Dear Dr. Don,
I’m a 27-year-old pharmacist. I have about $25,000 in a 401(k) account from a previous employer. I’m not contributing to a 401(k) with my current employer, which doesn’t match employee contributions. I’ve looked into individual retirement accounts, but my salary as a single man is too high for me to contribute. I have just purchased my first home and am looking for additional ways to save and invest. Do you have any ideas about how to save for retirement?
— Kevin Compounds
While it would be nice if there were a company match, the lack of a match isn’t a good reason to avoid contributing to the 401(k) plan. Better reasons to skip the 401(k) plan would be if you didn’t like the investment options or you thought the fees and expenses were too high.
Chances aren’t good that you can persuade your management to provide matching contributions, but you might be able to get the company to improve investment options and possibly reduce any fees and expenses.

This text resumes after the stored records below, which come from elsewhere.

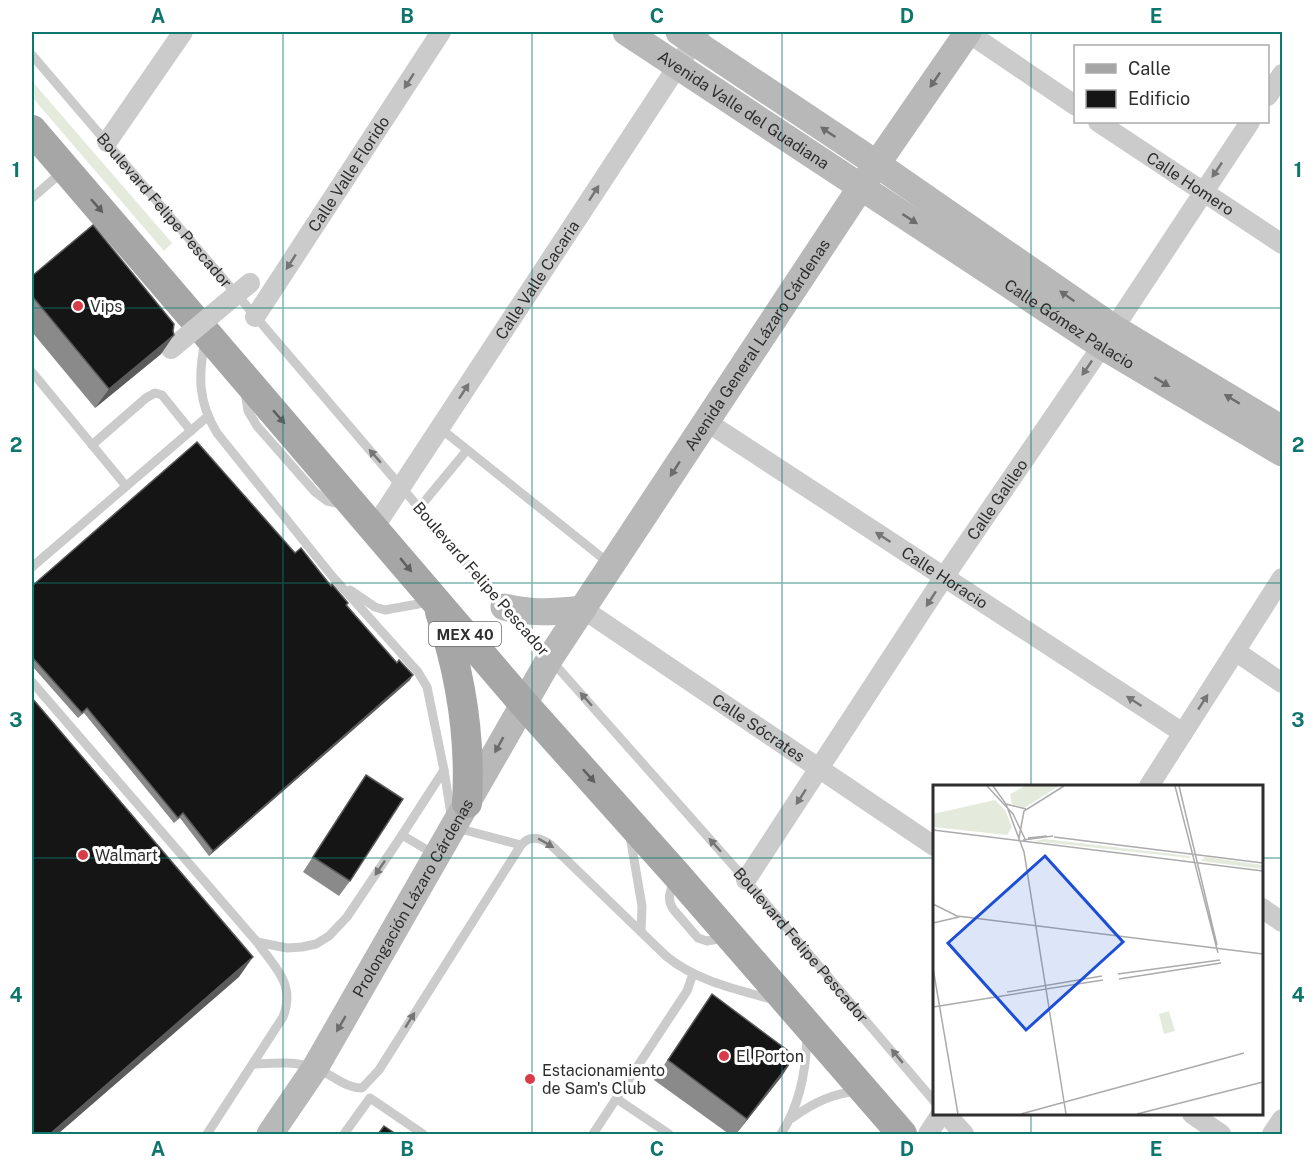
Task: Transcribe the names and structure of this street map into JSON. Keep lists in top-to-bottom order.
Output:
{
  "streets": {
    "main road": ["MEX 40"],
    "street": [
      "Avenida Valle del Guadiana",
      "Calle Valle Florido",
      "Calle Homero",
      "Calle Valle Cacaria",
      "Calle Gómez Palacio",
      "Avenida General Lázaro Cárdenas",
      "Calle Galileo",
      "Calle Horacio",
      "Calle Sócrates",
      "Prolongación Lázaro Cárdenas"
    ],
    "lane": ["Boulevard Felipe Pescador"]
  },
  "crossings": [
    ["Avenida Valle del Guadiana", "Calle Valle Cacaria"],
    ["Avenida Valle del Guadiana", "Calle Gómez Palacio"],
    ["Avenida Valle del Guadiana", "Avenida General Lázaro Cárdenas"],
    ["Calle Valle Florido", "Boulevard Felipe Pescador"],
    ["Calle Homero", "Calle Galileo"],
    ["Boulevard Felipe Pescador", "Calle Valle Cacaria"],
    ["Boulevard Felipe Pescador", "Avenida General Lázaro Cárdenas"],
    ["Boulevard Felipe Pescador", "Calle Galileo"],
    ["Boulevard Felipe Pescador", "Prolongación Lázaro Cárdenas"],
    ["Calle Valle Cacaria", "MEX 40"],
    ["Calle Gómez Palacio", "Avenida General Lázaro Cárdenas"],
    ["Calle Gómez Palacio", "Calle Galileo"],
    ["Avenida General Lázaro Cárdenas", "Calle Horacio"],
    ["Avenida General Lázaro Cárdenas", "Calle Sócrates"],
    ["Avenida General Lázaro Cárdenas", "Prolongación Lázaro Cárdenas"],
    ["Calle Galileo", "Calle Horacio"],
    ["Calle Galileo", "Calle Sócrates"],
    ["MEX 40", "Prolongación Lázaro Cárdenas"]
  ],
  "one_way": [
    "Calle Valle Florido",
    "Boulevard Felipe Pescador",
    "Calle Valle Cacaria",
    "Avenida General Lázaro Cárdenas",
    "Calle Galileo",
    "Calle Horacio",
    "Prolongación Lázaro Cárdenas"
  ],
  "places": [
    "Vips",
    "Walmart",
    "El Porton",
    "Estacionamiento de Sam's Club"
  ],
  "legend": ["Calle", "Edificio"],
  "grid": {
    "columns": [
      "A",
      "B",
      "C",
      "D",
      "E"
    ],
    "rows": [
      "1",
      "2",
      "3",
      "4"
    ]
  }
}
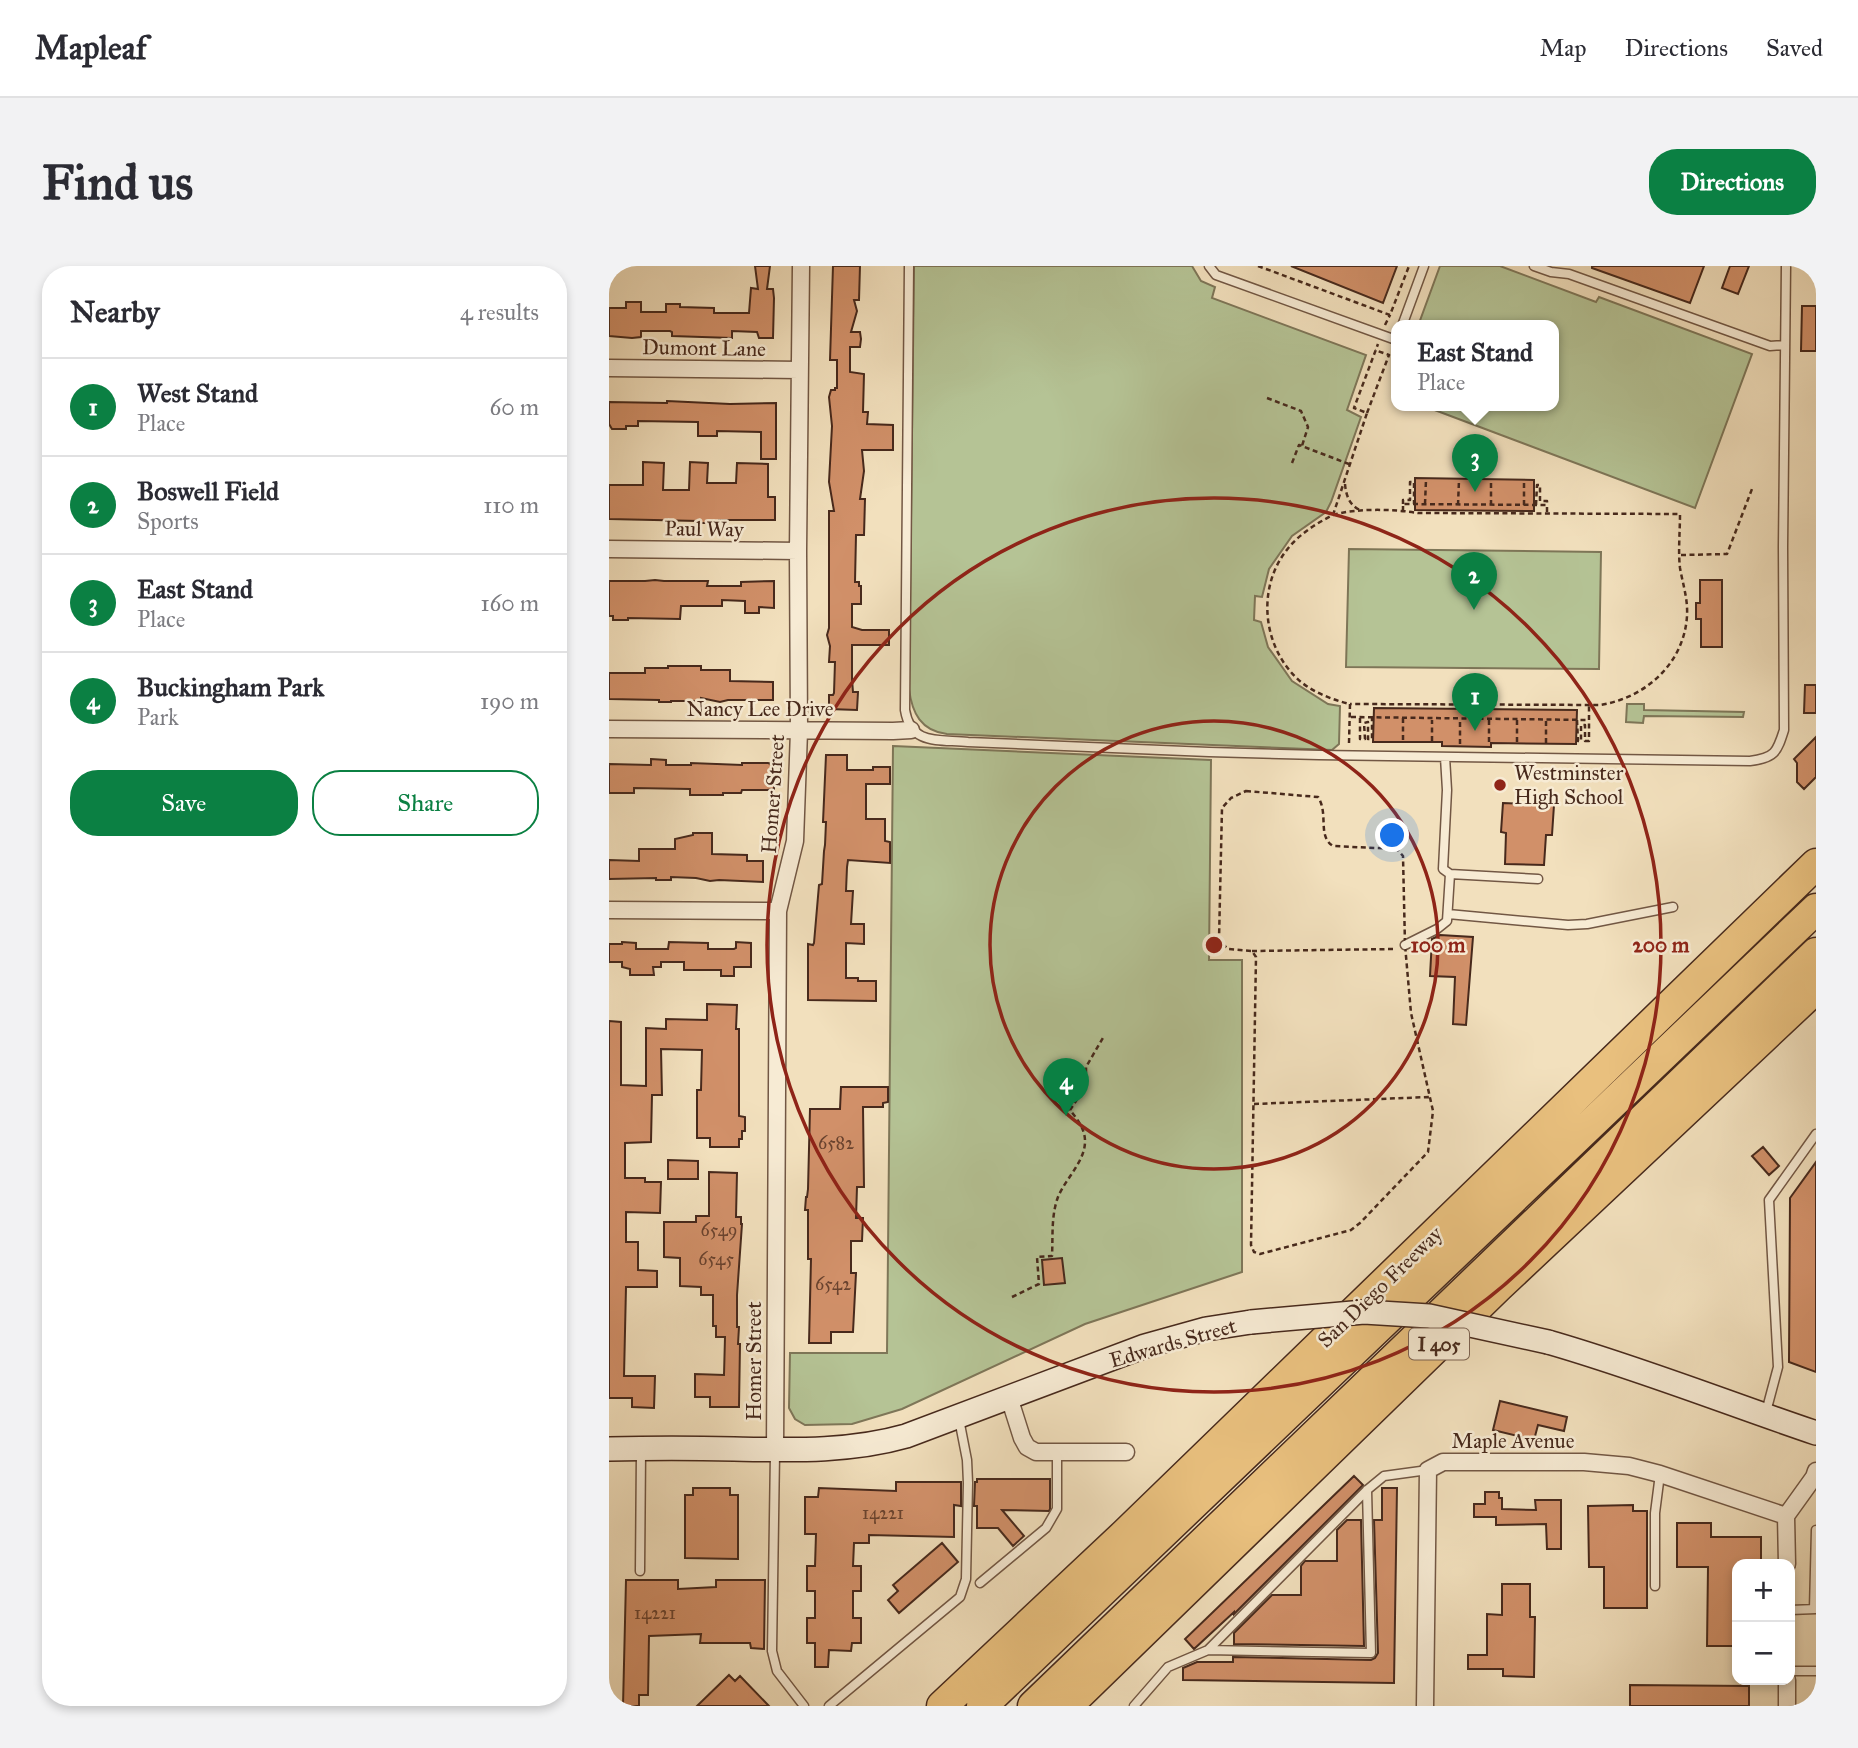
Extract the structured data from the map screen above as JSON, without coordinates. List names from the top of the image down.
{
  "streets": {
    "highway": ["San Diego Freeway", "I 405"],
    "street": [
      "Dumont Lane",
      "Paul Way",
      "Nancy Lee Drive",
      "Homer Street",
      "Edwards Street",
      "Maple Avenue"
    ]
  },
  "crossings": [
    ["Dumont Lane", "Homer Street"],
    ["Paul Way", "Homer Street"],
    ["Nancy Lee Drive", "Homer Street"],
    ["Homer Street", "Edwards Street"]
  ],
  "places": ["Westminster High School"],
  "house_numbers": [
    "6582",
    "6549",
    "6545",
    "6542",
    "14221",
    "14221"
  ],
  "page": {
    "header": "Mapleaf",
    "nav": ["Map", "Directions", "Saved"],
    "buttons": [
      "Directions",
      ["Save", "Share"]
    ],
    "title": "Find us",
    "heading": ["Nearby", "4 results"],
    "popup": ["East Stand", "Place"],
    "list": [
      {
        "mark": "1",
        "name": "West Stand",
        "note": "Place",
        "value": "60 m"
      },
      {
        "mark": "2",
        "name": "Boswell Field",
        "note": "Sports",
        "value": "110 m"
      },
      {
        "mark": "3",
        "name": "East Stand",
        "note": "Place",
        "value": "160 m"
      },
      {
        "mark": "4",
        "name": "Buckingham Park",
        "note": "Park",
        "value": "190 m"
      }
    ],
    "pins": [
      "3",
      "2",
      "1",
      "4"
    ],
    "map_buttons": ["+", "−"]
  },
  "rings": ["100 m", "200 m"]
}
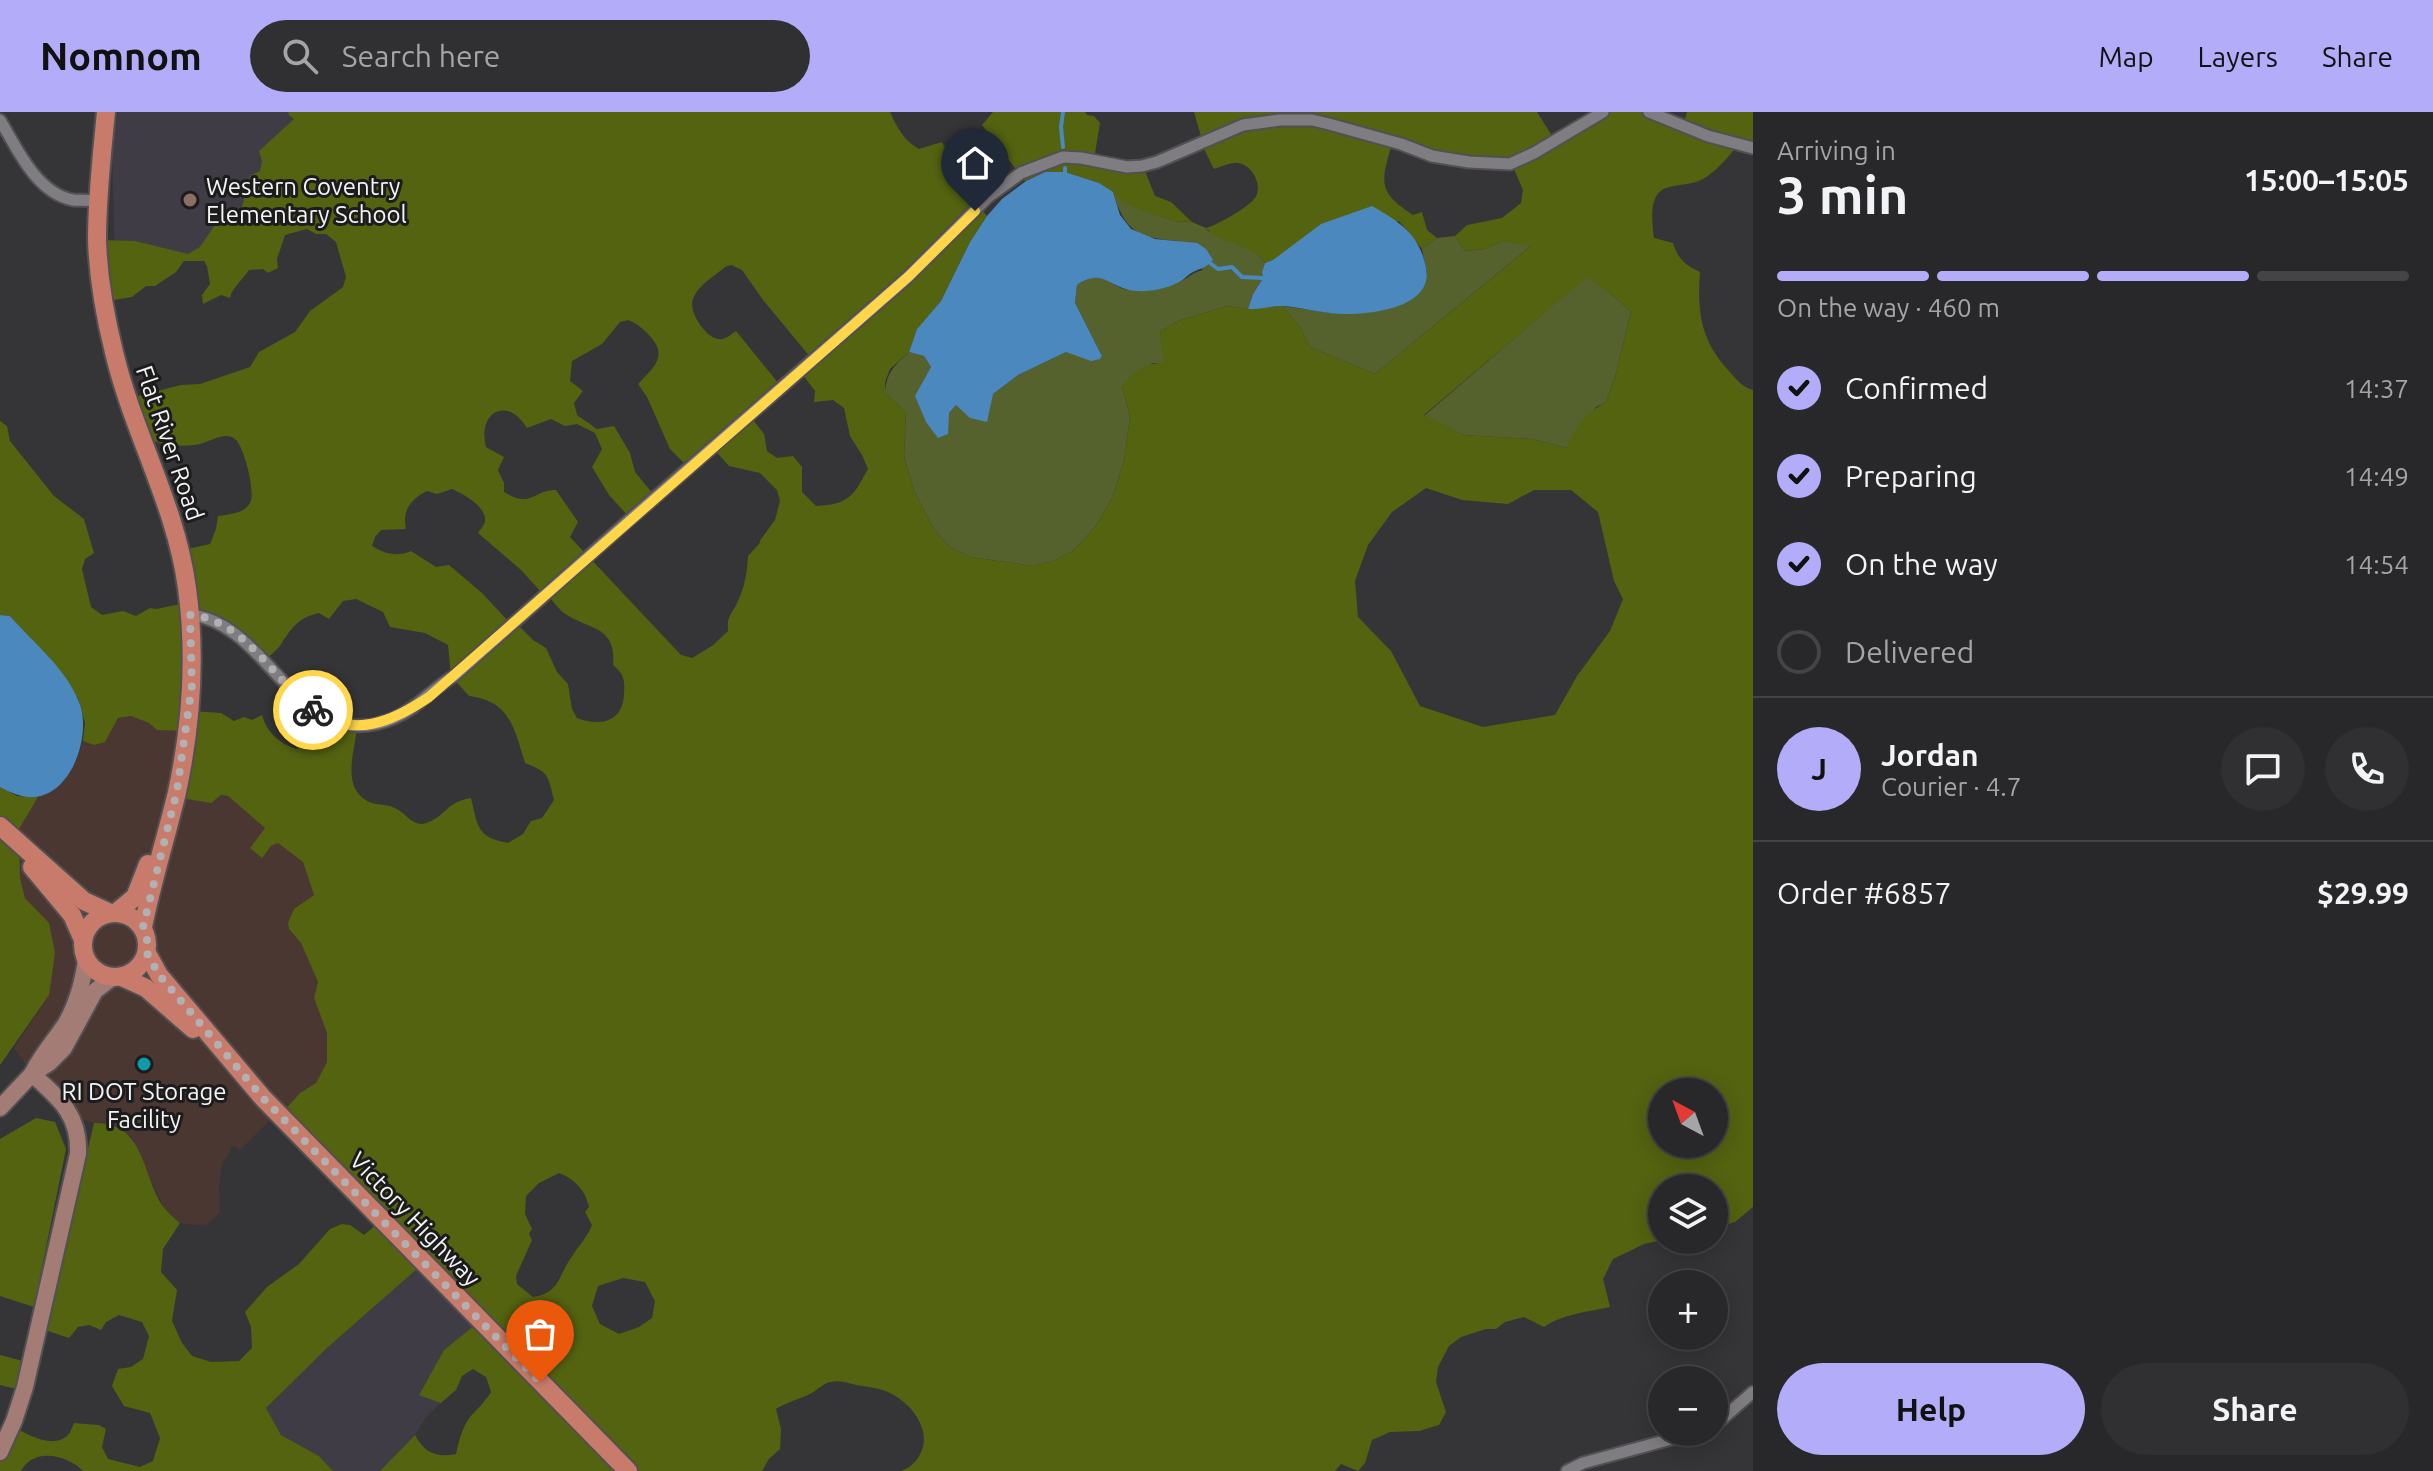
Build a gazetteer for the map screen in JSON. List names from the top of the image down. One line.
{"streets":{"main road":["Flat River Road","Victory Highway"]},"crossings":[["Flat River Road","Victory Highway"]],"places":["Western Coventry Elementary School","RI DOT Storage Facility"],"north":"top left","page":{"header":"Nomnom","search":"Search here","nav":["Map","Layers","Share"],"heading":["3 min","Arriving in","15:00–15:05"],"panel":["Jordan","Courier · 4.7","Order #6857","$29.99"],"bar":"On the way · 460 m","list":[["Confirmed","14:37"],["Preparing","14:49"],["On the way","14:54"],"Delivered"],"round":"J","map_buttons":["+","−"],"buttons":["Help","Share"]}}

No matter what, you can always contribute to a traditional individual retirement account up to the lesser of your compensation or the annual contribution limits. In your case, it would be the annual contribution limits. The question becomes whether the contributions are tax deductible. If they’re not, you can still contribute. You could even decide to contribute to a traditional IRA and then convert it to a Roth IRA, if your income is currently too high to contribute directly to a Roth IRA.
Taxable accounts don’t generate the enthusiasm of tax-advantaged retirement accounts, but there’s nothing wrong with building your wealth through taxable accounts. Be sure to understand how you’ll be taxed on investment earnings and capital gains. A tax professional can work with you on managing the tax bite.